Figure 1. PCR primer pairs specific for individual active long interspersed nuclear element-1 (LINE-1) subfamilies. (A) Agarose gel electrophoresis of PCR products, left. Melting curve analysis of PCR products in the quantitative PCR (qPCR) context, right. M, molecular size markers. (B) Sequences of the GfII_ORF1 primer pair. Primer sequences aligned with the consensus sequence of GfII are shown. The unique sequence in GfII is highlighted in gray. *Indicates the unique sequence used for sequencing analysis of PCR products. (C) Location of the validated primer pairs. Monomer sequencers are omitted from the illustrations.
Subfamily-Specific LINE-1 Copy Number Analysis of Various Brain Regions of Polg+/D257A Mice
We measured LINE-1 copy number in various brain regions (basal ganglia, cerebellum, frontal lobes, hippocampus, and posterior cortex) from the aged Polg+/D257A mice; these mice were shown to exhibit accumulation of mtDNA deletions during aging (Fuke et al., 2014). We examined the LINE-1 copy number in aged mice (84 weeks old) with conventional primer pairs that do not target specific LINE-1 subfamilies (Muotri et al., 2010; Bundo et al., 2014) and those we developed in this study (Table 1). Due to the multiple statistical testing methods and the limited number of samples, we used two different tissues, heart and skeletal muscles, as references. We considered a robust change to occur only if changes in both tissues were supported by statistical significance (Welch’s t-test, p < 0.05 in both tissues). We found that the conventional primer pairs did not detect copy number changes in the tested brain regions from Polg+/D257A mice (Figure 2A). However, among the developed primer pairs, we found consistently higher GfII LINE-1 copy numbers in the basal ganglia in Polg+/D257A mice than in wild-type mice (Figures 2A,B). All the comparisons were listed in Supplementary Figure S3.

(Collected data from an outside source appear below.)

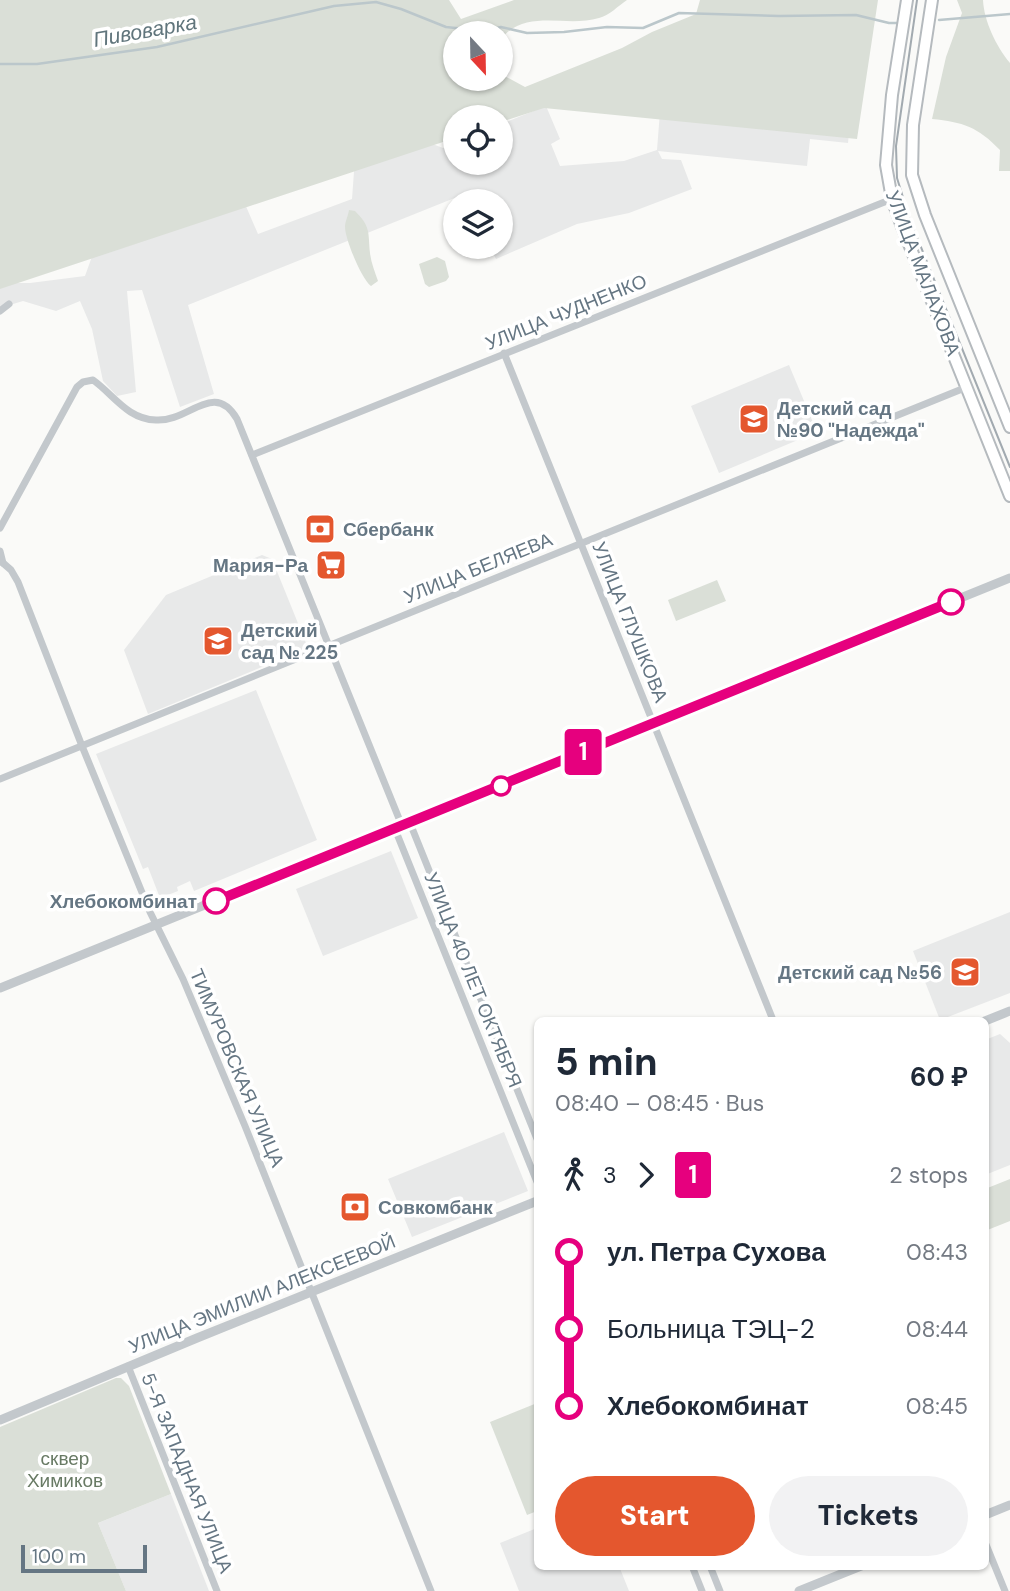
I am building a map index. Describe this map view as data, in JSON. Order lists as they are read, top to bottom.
{
  "streets": {
    "main road": ["УЛИЦА МАЛАХОВА"],
    "street": [
      "УЛИЦА ЧУДНЕНКО",
      "УЛИЦА БЕЛЯЕВА",
      "УЛИЦА ГЛУШКОВА",
      "УЛИЦА 40 ЛЕТ ОКТЯБРЯ",
      "ТИМУРОВСКАЯ УЛИЦА",
      "УЛИЦА ЭМИЛИИ АЛЕКСЕЕВОЙ",
      "5-Я ЗАПАДНАЯ УЛИЦА"
    ]
  },
  "crossings": [
    ["УЛИЦА МАЛАХОВА", "УЛИЦА ЧУДНЕНКО"],
    ["УЛИЦА МАЛАХОВА", "УЛИЦА БЕЛЯЕВА"],
    ["УЛИЦА ЧУДНЕНКО", "УЛИЦА ГЛУШКОВА"],
    ["УЛИЦА ЧУДНЕНКО", "УЛИЦА 40 ЛЕТ ОКТЯБРЯ"],
    ["УЛИЦА БЕЛЯЕВА", "УЛИЦА ГЛУШКОВА"],
    ["УЛИЦА БЕЛЯЕВА", "УЛИЦА 40 ЛЕТ ОКТЯБРЯ"],
    ["УЛИЦА БЕЛЯЕВА", "ТИМУРОВСКАЯ УЛИЦА"],
    ["ТИМУРОВСКАЯ УЛИЦА", "УЛИЦА ЭМИЛИИ АЛЕКСЕЕВОЙ"],
    ["УЛИЦА ЭМИЛИИ АЛЕКСЕЕВОЙ", "5-Я ЗАПАДНАЯ УЛИЦА"]
  ],
  "water": ["Пивоварка"],
  "parks": ["сквер Химиков"],
  "places": {
    "school or university": ["Детский сад №90 \"Надежда\"", "Детский сад № 225", "Детский сад №56"],
    "bank": ["Сбербанк", "Совкомбанк"],
    "supermarket": ["Мария-Ра"],
    "other": ["Хлебокомбинат"]
  },
  "lines": ["bus line 1"],
  "scale_bar": "100 m",
  "north": "bottom",
  "page": {
    "on_map": "1",
    "heading": ["5 min", "08:40 – 08:45 · Bus", "60 ₽"],
    "legs": ["3", "1", "2 stops"],
    "list": [
      {
        "name": "ул. Петра Сухова",
        "value": "08:43"
      },
      {
        "name": "Больница ТЭЦ-2",
        "value": "08:44"
      },
      {
        "name": "Хлебокомбинат",
        "value": "08:45"
      }
    ],
    "buttons": ["Start", "Tickets"],
    "scale": "100 m"
  }
}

Figure 2. LINE-1 copy number detected in 84-week-old Polg+/D257A mouse brain. (A) Changes in LINE-1 content in Polg+/D257A mice (n = 4) and wild-type mice (n = 4). The fold change relative to wild-type mice is shown in each reference tissue. Color indicates the extent of fold change with a nominal significant difference (Welch’s t-test, p < 0.05). *Indicates a robust change defined as significant in both references (Welch’s t-test, p < 0.05 in both tissues). Fl, frontal lobe; Hp, hippocampus; Pc, posterior cortex; Bg, basal ganglia; Ce, cerebellum. (B) LINE-1 copy number in the basal ganglia measured using the primer pair GfII_ORF1. The copy number in the brain was normalized to the number in the heart (left panel) or skeletal muscle (right panel). Data are represented as the mean ± standard deviation. WT, wild-type mice. All the comparisons were listed in Supplementary Figure S3.
Discussion
Here, we developed subfamily-specific LINE-1 copy number assays in mice and investigated age-related changes in LINE-1 copy number in the brains of Polg+/D257A mice. We found that aged Polg+/D257A mice showed an increase of GfII in the basal ganglia over what was seen in wild-type mice, highlighting the importance of specific assays focusing on individual active LINE-1 subfamilies.

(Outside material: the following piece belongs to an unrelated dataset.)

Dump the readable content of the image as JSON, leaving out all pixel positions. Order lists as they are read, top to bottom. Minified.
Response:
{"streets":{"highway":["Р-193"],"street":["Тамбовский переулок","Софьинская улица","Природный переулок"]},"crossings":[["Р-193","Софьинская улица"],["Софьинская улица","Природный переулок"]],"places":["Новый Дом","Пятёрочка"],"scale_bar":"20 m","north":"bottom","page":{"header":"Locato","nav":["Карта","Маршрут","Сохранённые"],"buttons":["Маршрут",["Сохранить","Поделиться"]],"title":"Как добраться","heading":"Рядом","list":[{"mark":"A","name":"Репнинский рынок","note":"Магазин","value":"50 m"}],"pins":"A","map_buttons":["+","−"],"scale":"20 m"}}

We successfully generated a total of six primer pairs that were highly specific to target subfamilies. Copy number and expression analyses specifically targeting active LINE-1 subfamilies in mice were previously reported (Jachowicz et al., 2017; Bedrosian et al., 2018). However, the primers in those studies were designed to amplify conserved regions among three active subfamilies (Bedrosian et al., 2018) or monomer regions (Jachowicz et al., 2017), which were located in the upstream region of the 5'-UTR of LINE-1; thus, those regions were not suitable for measuring somatic retrotransposition because the reverse transcription process usually stops prematurely.

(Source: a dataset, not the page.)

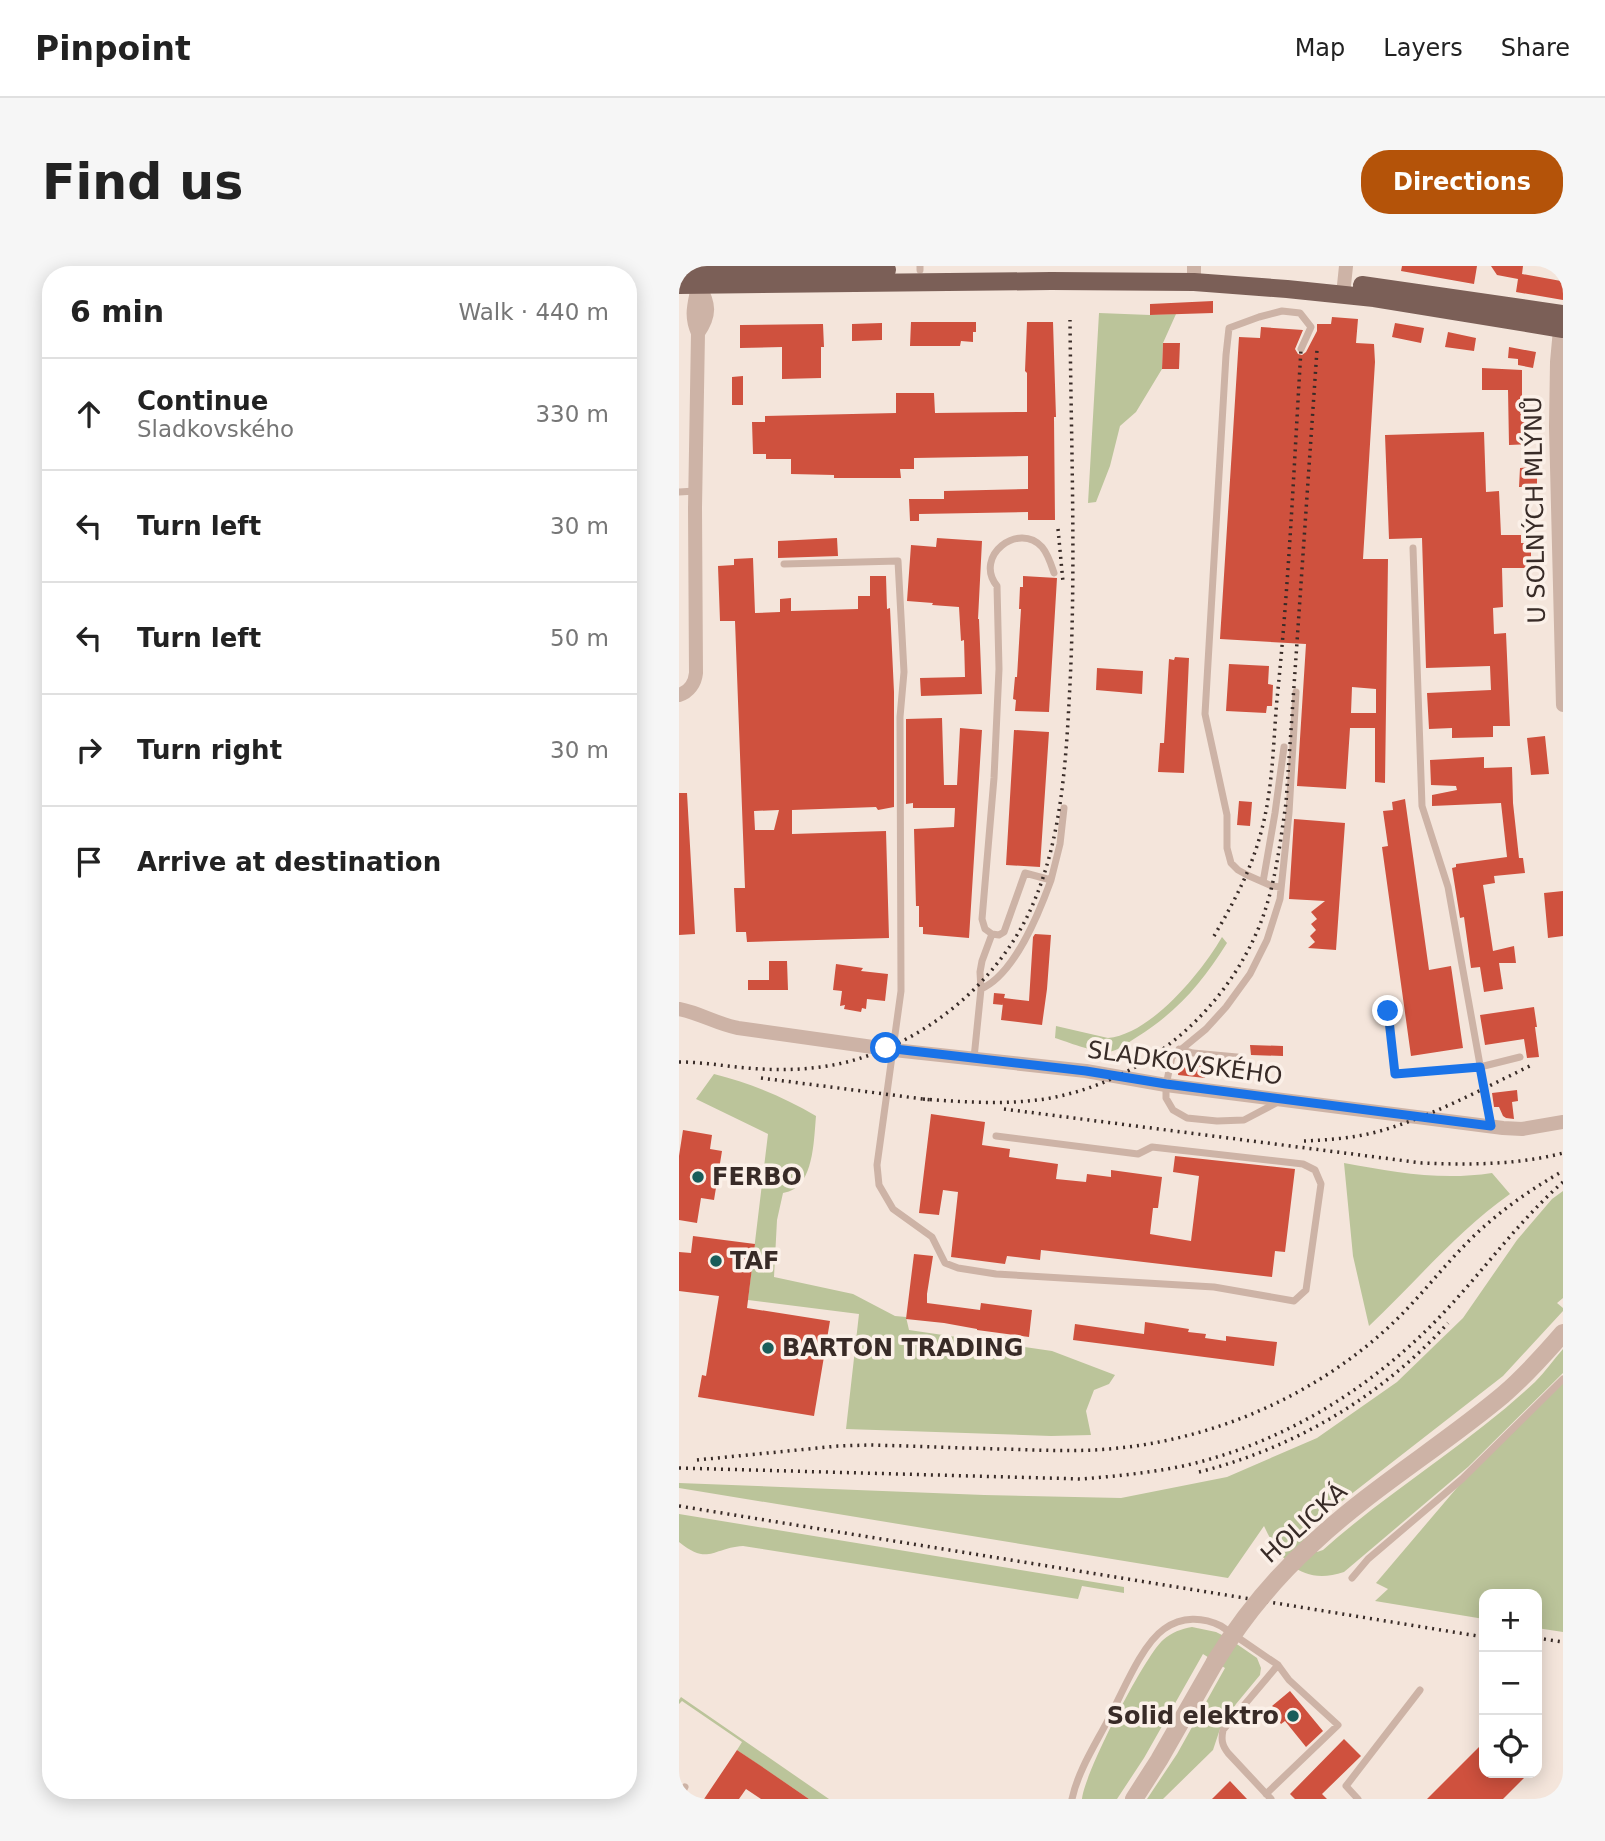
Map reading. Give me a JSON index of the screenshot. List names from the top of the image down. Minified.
{"streets":{"street":["U SOLNÝCH MLÝNŮ","SLADKOVSKÉHO","HOLICKÁ"]},"places":["FERBO","TAF","BARTON TRADING","Solid elektro"],"page":{"header":"Pinpoint","nav":["Map","Layers","Share"],"buttons":"Directions","title":"Find us","heading":["6 min","Walk · 440 m"],"list":[["Continue","Sladkovského","330 m"],["Turn left","30 m"],["Turn left","50 m"],["Turn right","30 m"],"Arrive at destination"],"map_buttons":["+","−"]}}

In quantifying repetitive sequences such as LINE-1 by qPCR, the sequence specificity has been the critical confounding factor (Evrony et al., 2016). Based on previous reports, the total target LINE-1 copy numbers are estimated to be 3,466 for type A, 615 for GfI, 368 for GfII, and 1,282 for TfII in the full-length context (Sookdeo et al., 2013). Moreover, subfamily specificity of LINE-1 is important from a functional point of view. Transcriptional level of LINE-1 is proportional to the number of monomers in the 5'UTR (DeBerardinis and Kazazian, 1999), which are different in each subfamily. Epigenetic status, including DNA methylation and histone markers, is distinct in each LINE-1 subfamily (Bulut-Karslioglu et al., 2014; Murata et al., 2017). The subfamily specificity found in this study further supports the distinct regulation of LINE-1 retrotransposition activity in mouse brain cells.
It is noteworthy that in the protocol described here, we used 500 pg of genomic DNA as a template for qPCR. However, we confirmed that stable quantification data can be obtained from 100 pg of genomic DNA. Thus, the analysis is possible in more specific anatomical brain regions or in smaller cell populations. We also confirmed that the described primer pairs can be used for measuring subfamily-specific expression levels (Murata et al., unpublished data).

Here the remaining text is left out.